Exercise instructions
What lines in the entries hold the string "rows"? List them.

Records to use

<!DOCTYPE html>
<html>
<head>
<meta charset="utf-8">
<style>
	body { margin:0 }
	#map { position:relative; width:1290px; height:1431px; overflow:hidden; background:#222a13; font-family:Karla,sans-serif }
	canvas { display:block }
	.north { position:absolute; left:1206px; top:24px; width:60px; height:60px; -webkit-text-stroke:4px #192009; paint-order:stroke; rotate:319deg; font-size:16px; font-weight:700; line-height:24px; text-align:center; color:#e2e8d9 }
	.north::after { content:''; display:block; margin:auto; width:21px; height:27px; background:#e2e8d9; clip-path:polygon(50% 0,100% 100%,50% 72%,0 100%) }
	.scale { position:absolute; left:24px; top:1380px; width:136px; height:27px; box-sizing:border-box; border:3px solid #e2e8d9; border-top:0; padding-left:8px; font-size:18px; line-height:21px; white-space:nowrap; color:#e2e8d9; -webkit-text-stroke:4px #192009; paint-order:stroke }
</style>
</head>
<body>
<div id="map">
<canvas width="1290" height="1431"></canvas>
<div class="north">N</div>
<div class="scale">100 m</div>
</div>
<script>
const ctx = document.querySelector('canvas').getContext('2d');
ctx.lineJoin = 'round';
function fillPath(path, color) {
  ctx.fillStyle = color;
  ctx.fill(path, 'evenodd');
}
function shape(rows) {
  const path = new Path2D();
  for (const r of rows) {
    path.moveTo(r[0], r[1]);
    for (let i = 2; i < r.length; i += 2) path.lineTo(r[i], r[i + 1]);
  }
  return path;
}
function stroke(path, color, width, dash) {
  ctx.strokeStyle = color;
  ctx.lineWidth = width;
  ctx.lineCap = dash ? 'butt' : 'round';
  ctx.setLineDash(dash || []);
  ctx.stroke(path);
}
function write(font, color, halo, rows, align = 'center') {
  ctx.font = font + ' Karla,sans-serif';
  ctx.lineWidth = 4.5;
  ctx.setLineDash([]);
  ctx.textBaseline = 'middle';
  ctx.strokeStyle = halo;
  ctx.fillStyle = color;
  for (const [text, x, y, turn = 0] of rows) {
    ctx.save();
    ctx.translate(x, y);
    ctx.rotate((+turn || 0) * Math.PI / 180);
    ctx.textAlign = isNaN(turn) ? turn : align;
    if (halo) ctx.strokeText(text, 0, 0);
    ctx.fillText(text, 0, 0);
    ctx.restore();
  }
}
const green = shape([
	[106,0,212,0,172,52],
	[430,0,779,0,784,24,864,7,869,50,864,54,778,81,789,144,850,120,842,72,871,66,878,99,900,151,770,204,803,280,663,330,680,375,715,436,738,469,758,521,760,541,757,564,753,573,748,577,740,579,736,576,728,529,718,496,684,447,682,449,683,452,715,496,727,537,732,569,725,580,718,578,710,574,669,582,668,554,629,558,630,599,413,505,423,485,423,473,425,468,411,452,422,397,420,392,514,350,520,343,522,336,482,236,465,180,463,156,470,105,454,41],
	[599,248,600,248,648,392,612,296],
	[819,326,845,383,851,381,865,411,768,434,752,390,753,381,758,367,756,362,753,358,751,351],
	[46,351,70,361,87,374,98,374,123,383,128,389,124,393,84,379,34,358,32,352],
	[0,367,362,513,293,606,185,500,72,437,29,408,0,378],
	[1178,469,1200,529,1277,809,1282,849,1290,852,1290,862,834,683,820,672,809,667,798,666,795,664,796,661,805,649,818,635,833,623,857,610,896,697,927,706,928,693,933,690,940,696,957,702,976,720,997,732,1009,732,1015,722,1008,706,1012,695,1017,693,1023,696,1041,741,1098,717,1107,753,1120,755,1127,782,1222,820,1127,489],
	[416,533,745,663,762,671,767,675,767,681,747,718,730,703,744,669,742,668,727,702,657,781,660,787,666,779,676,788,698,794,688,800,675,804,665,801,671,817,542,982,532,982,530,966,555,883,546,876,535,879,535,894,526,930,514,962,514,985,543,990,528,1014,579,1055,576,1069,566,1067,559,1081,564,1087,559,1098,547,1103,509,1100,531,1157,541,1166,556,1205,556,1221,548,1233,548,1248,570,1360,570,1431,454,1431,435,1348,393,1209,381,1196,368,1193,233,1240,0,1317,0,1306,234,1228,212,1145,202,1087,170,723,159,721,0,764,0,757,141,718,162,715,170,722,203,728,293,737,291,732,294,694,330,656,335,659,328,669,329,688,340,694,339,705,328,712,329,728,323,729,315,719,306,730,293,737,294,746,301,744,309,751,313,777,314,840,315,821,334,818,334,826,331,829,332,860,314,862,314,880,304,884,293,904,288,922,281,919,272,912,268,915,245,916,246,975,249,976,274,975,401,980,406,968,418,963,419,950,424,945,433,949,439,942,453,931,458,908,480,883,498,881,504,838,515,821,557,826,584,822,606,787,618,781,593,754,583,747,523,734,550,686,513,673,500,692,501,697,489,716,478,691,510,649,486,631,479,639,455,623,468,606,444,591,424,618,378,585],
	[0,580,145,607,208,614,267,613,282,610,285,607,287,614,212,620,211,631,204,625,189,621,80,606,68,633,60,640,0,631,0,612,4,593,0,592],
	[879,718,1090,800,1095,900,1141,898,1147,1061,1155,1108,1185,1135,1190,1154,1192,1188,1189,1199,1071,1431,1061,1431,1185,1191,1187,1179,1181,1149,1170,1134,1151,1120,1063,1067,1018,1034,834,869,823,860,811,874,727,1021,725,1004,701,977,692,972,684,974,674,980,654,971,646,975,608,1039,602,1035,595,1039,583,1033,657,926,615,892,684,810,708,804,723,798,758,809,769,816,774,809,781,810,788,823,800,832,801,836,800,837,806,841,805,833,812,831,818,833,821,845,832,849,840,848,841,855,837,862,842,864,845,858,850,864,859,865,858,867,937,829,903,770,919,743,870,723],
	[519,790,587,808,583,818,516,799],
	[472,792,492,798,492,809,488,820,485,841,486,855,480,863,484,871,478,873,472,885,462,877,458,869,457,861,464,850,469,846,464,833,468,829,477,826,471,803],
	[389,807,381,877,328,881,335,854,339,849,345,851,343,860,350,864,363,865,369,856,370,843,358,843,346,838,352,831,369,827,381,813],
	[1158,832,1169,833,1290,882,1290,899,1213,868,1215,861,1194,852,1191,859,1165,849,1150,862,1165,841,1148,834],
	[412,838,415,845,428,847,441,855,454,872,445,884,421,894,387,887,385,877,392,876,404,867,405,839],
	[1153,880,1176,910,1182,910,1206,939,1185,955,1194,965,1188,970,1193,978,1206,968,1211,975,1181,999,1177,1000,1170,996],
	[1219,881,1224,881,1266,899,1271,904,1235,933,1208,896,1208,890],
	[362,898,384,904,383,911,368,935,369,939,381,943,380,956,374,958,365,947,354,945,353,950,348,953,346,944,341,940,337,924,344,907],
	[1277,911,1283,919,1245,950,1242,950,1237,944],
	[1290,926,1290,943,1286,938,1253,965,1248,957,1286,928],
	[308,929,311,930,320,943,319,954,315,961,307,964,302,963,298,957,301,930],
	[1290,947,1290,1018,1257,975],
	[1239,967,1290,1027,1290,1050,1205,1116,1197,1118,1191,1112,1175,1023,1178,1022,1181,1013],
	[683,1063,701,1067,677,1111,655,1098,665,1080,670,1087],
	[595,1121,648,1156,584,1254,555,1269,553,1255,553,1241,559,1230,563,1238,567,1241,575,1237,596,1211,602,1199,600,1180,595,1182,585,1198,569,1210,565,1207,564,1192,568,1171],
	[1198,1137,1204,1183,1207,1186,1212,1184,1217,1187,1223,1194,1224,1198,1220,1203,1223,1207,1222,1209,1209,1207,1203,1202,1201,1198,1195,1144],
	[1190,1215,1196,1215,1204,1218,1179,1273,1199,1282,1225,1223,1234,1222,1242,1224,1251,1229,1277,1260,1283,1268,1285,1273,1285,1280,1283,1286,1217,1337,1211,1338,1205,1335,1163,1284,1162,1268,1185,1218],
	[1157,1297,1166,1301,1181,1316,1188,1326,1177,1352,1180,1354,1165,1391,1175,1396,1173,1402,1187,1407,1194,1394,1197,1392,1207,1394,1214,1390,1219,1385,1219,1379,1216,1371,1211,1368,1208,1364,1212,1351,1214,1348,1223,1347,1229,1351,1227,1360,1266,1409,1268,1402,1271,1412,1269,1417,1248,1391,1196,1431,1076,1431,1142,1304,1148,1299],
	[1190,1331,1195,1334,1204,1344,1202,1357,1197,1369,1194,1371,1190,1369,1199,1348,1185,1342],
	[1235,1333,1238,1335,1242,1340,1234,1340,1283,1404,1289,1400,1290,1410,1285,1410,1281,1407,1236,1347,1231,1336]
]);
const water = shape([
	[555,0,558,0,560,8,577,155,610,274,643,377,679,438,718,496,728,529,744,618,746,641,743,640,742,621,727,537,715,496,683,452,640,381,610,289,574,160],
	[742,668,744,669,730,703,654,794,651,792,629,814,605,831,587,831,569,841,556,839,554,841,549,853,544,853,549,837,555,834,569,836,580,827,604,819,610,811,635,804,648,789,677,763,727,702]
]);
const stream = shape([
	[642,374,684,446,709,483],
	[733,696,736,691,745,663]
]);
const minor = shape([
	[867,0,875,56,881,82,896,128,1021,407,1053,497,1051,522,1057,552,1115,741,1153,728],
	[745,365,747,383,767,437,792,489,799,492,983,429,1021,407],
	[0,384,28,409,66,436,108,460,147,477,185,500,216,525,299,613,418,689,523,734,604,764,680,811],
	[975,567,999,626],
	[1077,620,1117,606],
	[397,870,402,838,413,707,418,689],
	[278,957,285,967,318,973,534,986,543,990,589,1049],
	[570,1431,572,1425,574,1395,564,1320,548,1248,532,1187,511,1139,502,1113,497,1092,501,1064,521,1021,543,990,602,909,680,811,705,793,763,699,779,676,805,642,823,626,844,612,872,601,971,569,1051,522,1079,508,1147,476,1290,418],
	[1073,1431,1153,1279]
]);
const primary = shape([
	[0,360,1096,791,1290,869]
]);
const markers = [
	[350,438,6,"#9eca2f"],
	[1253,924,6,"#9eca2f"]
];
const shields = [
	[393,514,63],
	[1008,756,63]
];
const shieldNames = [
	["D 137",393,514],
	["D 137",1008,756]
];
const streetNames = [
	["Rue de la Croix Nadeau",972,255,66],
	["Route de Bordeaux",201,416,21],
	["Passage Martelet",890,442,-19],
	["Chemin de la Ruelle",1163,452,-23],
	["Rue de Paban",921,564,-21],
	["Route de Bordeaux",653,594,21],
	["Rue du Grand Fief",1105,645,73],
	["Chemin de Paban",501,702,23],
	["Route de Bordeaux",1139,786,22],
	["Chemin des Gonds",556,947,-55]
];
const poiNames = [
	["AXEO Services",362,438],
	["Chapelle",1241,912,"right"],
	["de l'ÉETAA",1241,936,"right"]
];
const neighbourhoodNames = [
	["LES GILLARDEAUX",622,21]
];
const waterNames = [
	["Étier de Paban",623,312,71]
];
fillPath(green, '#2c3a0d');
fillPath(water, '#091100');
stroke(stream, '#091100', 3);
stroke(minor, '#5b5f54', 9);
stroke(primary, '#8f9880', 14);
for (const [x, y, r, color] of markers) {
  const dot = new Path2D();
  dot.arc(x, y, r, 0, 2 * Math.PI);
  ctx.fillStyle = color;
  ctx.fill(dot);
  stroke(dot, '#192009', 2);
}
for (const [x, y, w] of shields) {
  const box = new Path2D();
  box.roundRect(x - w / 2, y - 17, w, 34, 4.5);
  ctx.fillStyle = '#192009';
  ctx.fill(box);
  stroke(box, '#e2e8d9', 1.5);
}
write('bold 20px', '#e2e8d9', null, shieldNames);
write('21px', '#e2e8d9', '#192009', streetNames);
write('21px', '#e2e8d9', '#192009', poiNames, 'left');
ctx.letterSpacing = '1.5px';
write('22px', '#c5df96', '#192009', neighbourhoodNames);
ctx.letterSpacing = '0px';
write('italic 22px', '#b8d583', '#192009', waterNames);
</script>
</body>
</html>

Response to the task
function shape(rows) {
  for (const r of rows) {
function write(font, color, halo, rows, align = 'center') {
  for (const [text, x, y, turn = 0] of rows) {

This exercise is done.